[Start of Attachment]

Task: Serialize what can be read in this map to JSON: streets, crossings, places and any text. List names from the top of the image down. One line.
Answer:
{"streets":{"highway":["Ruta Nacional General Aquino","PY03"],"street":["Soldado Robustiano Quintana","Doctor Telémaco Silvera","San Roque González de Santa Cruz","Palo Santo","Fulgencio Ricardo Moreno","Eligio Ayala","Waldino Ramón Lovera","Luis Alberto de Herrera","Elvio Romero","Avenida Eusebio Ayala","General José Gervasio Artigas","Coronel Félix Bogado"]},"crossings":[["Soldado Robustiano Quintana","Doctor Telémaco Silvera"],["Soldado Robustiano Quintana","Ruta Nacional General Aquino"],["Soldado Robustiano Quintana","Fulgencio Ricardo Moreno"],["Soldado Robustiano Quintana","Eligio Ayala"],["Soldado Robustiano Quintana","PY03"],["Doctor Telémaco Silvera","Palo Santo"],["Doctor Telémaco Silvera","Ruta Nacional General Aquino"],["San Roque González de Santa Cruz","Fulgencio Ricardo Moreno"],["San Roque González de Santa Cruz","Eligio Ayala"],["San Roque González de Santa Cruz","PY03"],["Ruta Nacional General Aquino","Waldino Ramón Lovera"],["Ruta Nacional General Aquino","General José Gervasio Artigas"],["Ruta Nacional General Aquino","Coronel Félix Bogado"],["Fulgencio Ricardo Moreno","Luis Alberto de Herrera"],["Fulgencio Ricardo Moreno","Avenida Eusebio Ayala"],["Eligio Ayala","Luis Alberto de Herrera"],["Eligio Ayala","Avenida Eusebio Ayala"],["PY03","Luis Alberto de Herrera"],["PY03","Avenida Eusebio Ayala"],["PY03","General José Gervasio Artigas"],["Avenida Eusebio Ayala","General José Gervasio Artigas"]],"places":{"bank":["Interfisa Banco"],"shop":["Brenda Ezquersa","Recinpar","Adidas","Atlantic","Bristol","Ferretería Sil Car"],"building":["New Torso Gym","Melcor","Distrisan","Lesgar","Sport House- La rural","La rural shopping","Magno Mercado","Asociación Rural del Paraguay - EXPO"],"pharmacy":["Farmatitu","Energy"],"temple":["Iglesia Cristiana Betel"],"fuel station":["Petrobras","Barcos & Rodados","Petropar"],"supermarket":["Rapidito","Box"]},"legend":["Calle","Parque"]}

[End of Attachment]

# Task item
Give the listing again in full, and make every line match exactly.

# Response box
Task: Serialize what can be read in this map to JSON: streets, crossings, places and any text. List names from the top of the image down. One line.
Answer:
{"streets":{"highway":["Ruta Nacional General Aquino","PY03"],"street":["Soldado Robustiano Quintana","Doctor Telémaco Silvera","San Roque González de Santa Cruz","Palo Santo","Fulgencio Ricardo Moreno","Eligio Ayala","Waldino Ramón Lovera","Luis Alberto de Herrera","Elvio Romero","Avenida Eusebio Ayala","General José Gervasio Artigas","Coronel Félix Bogado"]},"crossings":[["Soldado Robustiano Quintana","Doctor Telémaco Silvera"],["Soldado Robustiano Quintana","Ruta Nacional General Aquino"],["Soldado Robustiano Quintana","Fulgencio Ricardo Moreno"],["Soldado Robustiano Quintana","Eligio Ayala"],["Soldado Robustiano Quintana","PY03"],["Doctor Telémaco Silvera","Palo Santo"],["Doctor Telémaco Silvera","Ruta Nacional General Aquino"],["San Roque González de Santa Cruz","Fulgencio Ricardo Moreno"],["San Roque González de Santa Cruz","Eligio Ayala"],["San Roque González de Santa Cruz","PY03"],["Ruta Nacional General Aquino","Waldino Ramón Lovera"],["Ruta Nacional General Aquino","General José Gervasio Artigas"],["Ruta Nacional General Aquino","Coronel Félix Bogado"],["Fulgencio Ricardo Moreno","Luis Alberto de Herrera"],["Fulgencio Ricardo Moreno","Avenida Eusebio Ayala"],["Eligio Ayala","Luis Alberto de Herrera"],["Eligio Ayala","Avenida Eusebio Ayala"],["PY03","Luis Alberto de Herrera"],["PY03","Avenida Eusebio Ayala"],["PY03","General José Gervasio Artigas"],["Avenida Eusebio Ayala","General José Gervasio Artigas"]],"places":{"bank":["Interfisa Banco"],"shop":["Brenda Ezquersa","Recinpar","Adidas","Atlantic","Bristol","Ferretería Sil Car"],"building":["New Torso Gym","Melcor","Distrisan","Lesgar","Sport House- La rural","La rural shopping","Magno Mercado","Asociación Rural del Paraguay - EXPO"],"pharmacy":["Farmatitu","Energy"],"temple":["Iglesia Cristiana Betel"],"fuel station":["Petrobras","Barcos & Rodados","Petropar"],"supermarket":["Rapidito","Box"]},"legend":["Calle","Parque"]}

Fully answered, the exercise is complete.